I’d like to thank Derek Shiller from Rethink priorities for extensive discussions and looking over this post.

Introduction

I’ve been following the “animal welfare” debate this week on the EA forum, and noticed that a key crux for a lot of people was that calculations showed that animal welfare campaigns (specifically the “caged chicken corporate campaign”) was much more cost effective than a human global health development project like the against malaria foundation.

But while most estimates agreed that AW was more effective than GHD, I noticed there was a wide discrepancy in how much more effective it was. Vasco Grilo claimed it was 1500 times better. This report by Laura Duffy of rethink priorities (when you convert from order of magnitude to real numbers in table 1) claimed it was about 60 times better. Whereas if you go the Cross cause comparison website, also by RP, and compare the default results of chicken vs “givewell bar”, AW only comes off as 35 times better.

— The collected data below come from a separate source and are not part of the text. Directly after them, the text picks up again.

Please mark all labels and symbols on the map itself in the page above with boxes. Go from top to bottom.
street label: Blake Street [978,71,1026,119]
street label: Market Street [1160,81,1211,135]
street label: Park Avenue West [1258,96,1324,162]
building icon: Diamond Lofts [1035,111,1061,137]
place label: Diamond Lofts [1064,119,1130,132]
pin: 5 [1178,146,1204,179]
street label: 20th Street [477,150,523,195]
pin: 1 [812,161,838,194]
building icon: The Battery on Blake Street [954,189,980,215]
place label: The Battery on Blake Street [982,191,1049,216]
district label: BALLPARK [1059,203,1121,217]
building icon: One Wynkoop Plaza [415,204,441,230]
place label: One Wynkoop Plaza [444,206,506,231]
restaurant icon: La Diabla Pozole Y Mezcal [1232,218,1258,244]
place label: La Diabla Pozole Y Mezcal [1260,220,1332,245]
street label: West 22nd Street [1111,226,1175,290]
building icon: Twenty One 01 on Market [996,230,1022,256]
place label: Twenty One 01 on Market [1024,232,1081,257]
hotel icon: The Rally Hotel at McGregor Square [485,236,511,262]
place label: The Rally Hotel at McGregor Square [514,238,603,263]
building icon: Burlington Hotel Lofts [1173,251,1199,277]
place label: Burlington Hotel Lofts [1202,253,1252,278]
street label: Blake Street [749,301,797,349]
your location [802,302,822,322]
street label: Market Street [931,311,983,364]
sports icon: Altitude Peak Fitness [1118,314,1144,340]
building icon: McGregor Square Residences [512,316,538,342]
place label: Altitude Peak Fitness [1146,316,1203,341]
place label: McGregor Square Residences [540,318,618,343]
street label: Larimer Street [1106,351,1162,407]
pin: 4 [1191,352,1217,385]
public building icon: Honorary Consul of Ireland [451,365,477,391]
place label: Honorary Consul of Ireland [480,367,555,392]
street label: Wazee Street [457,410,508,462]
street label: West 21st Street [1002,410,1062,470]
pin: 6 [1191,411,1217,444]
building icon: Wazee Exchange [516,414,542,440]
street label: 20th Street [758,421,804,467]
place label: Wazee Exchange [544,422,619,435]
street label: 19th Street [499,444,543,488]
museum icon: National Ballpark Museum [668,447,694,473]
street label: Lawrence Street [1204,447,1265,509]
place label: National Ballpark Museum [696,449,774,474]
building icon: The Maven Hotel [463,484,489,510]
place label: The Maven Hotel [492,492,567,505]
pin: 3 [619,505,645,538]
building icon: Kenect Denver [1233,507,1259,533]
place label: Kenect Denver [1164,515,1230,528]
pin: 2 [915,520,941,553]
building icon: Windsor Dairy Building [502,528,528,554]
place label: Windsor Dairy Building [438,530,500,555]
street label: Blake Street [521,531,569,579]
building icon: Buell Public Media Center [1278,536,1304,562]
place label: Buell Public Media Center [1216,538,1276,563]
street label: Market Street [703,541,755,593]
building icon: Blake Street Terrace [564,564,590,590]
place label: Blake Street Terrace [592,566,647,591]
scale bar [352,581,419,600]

This wouldn’t be so surprising, except that all three estimates seem to be using almost the same assumptions and sources. All are adopting hedonic utilitiarianism. All are using the moral weights from the moral weights sequence of RP. All are using the estimates from this report by Saulius about the amount of chickens affected per dollar. All are using the this report by welfare footprint for the amount of time chickens spent in pain under different raising conditions.

You might think this doesn’t matter, but the difference between 1500 times and 35 times is actually quite important: if you’re at 1500 times, you can disagree with a few assumptions a little and still be comfortable in the superiority of AW. But if it’s 35 times, this is no longer the case, and as we shall see, there are some quite controversial assumptions that these models share.

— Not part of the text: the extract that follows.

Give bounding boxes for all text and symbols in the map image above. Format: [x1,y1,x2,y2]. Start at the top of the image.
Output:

Over the last few days, I have attempted to replicate these estimates, determine the key assumptions and cruxes of each calculation, and determine the sources of disagreement. This was developed in a dialogue with RP members, in particular Derek Shiller, you can view us hashing the thing out in excruciating detail in the comments of this post.

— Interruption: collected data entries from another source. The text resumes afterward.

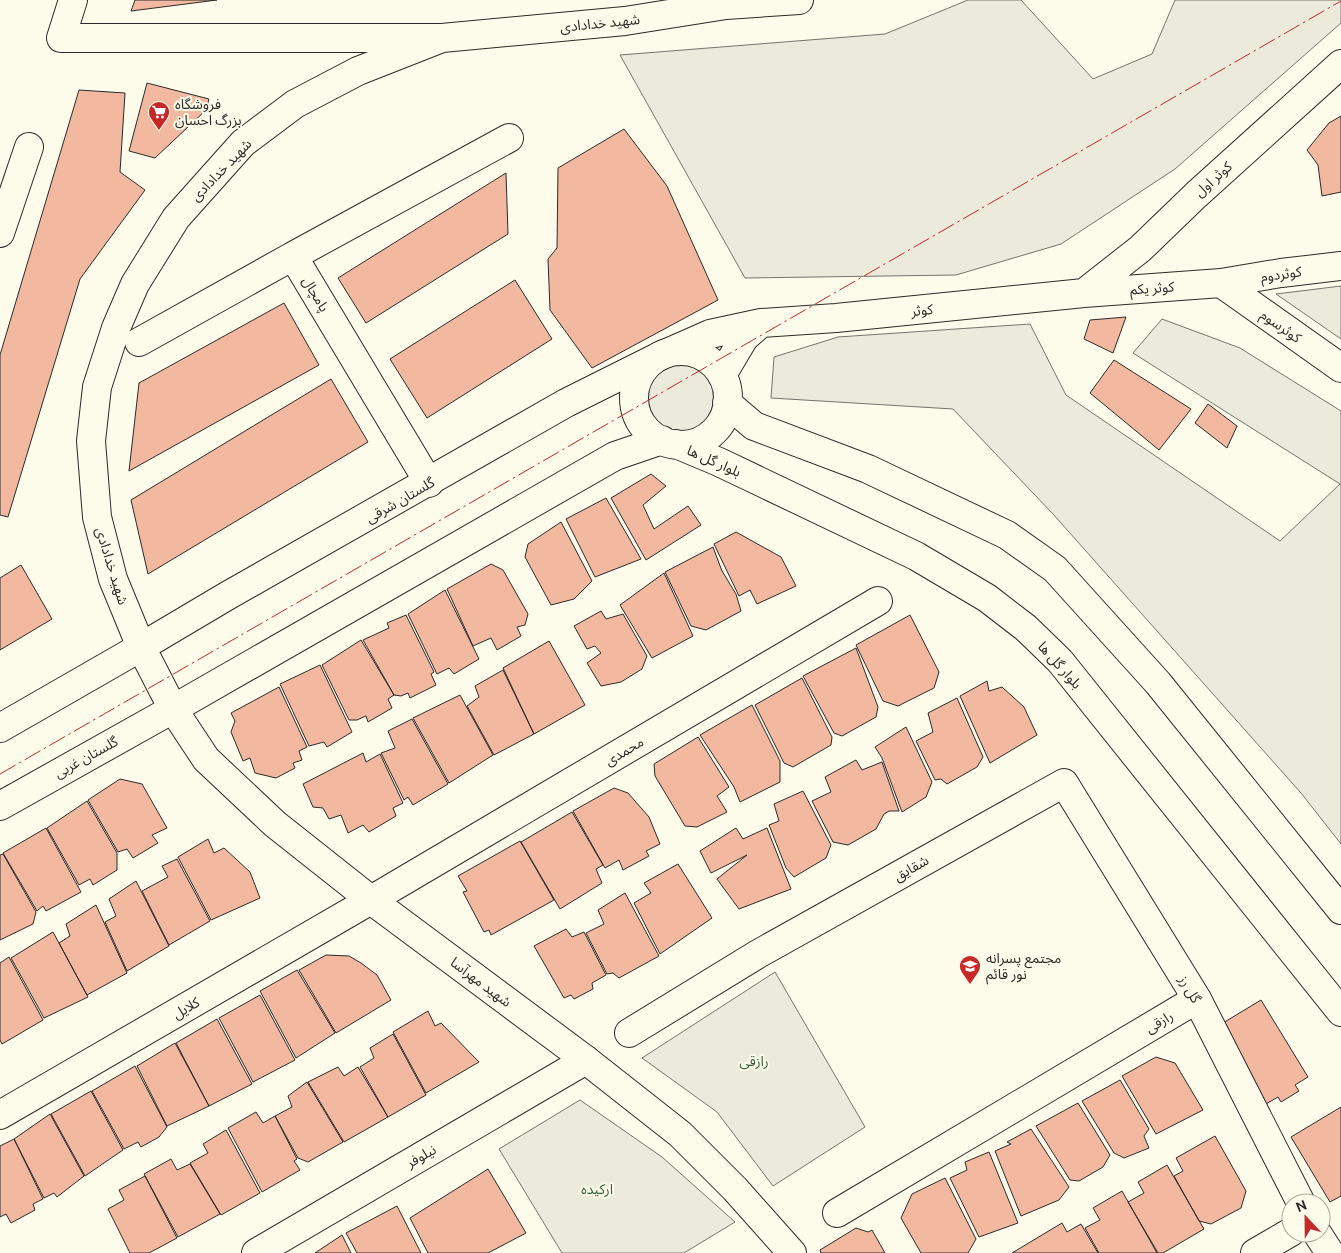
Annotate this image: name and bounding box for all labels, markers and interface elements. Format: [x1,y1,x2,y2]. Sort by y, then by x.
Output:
street label: شهید خدادادی [559,11,641,36]
place label: فروشگاه بزرگ احسان [175,96,242,129]
supermarket icon: فروشگاه بزرگ احسان [147,100,171,131]
street label: شهید خدادادی [187,136,255,205]
street label: کوثر اول [1191,158,1236,201]
street label: کوثردوم [1259,263,1303,288]
street label: پامچال [297,273,333,316]
street label: کوثر یکم [1129,278,1175,301]
street label: کوثر [909,301,934,320]
street label: کوثرسوم [1256,306,1305,348]
street label: بلوار گل ها [684,442,744,481]
street label: گلستان شرقی [363,474,438,527]
street label: شهید خدادادی [92,525,131,607]
street label: بلوار گل ها [1034,638,1085,693]
street label: گلستان غربی [51,733,121,782]
street label: محمدی [602,733,647,770]
street label: شقایق [891,852,932,886]
place label: مجتمع پسرانه نور قائم [986,950,1061,985]
street label: شهید مهرآسا [447,954,515,1011]
school or university icon: مجتمع پسرانه نور قائم [958,954,982,985]
street label: گل رز [1174,971,1205,1006]
street label: کلایل [170,994,203,1023]
street label: رازقی [1142,1008,1176,1037]
park label: رازقی [739,1053,769,1070]
street label: نیلوفر [402,1141,439,1172]
park label: ارکیده [581,1181,613,1198]
north arrow [1281,1193,1331,1243]
text: N [1293,1197,1309,1215]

In this article, I will outline what I found in my replication. I will primarily focus on replicating the work of RP. I think I’ve identified the source of disagreement with Vasco’s work as well, but I haven’t looked into their work as much. Note that I’m not trying to state that this model is the correct way to do things. This article is showing you how other people came to their conclusions, to allow for you, the reader, to decide whether you agree or disagree.

The RP model has a few components, which I will break down in turn in the next few sections. I will be using point estimates for the values for clarity, but please note that in the actual reports RP uses monte-carlo style simulations to deal with uncertainty: I think this is good practice.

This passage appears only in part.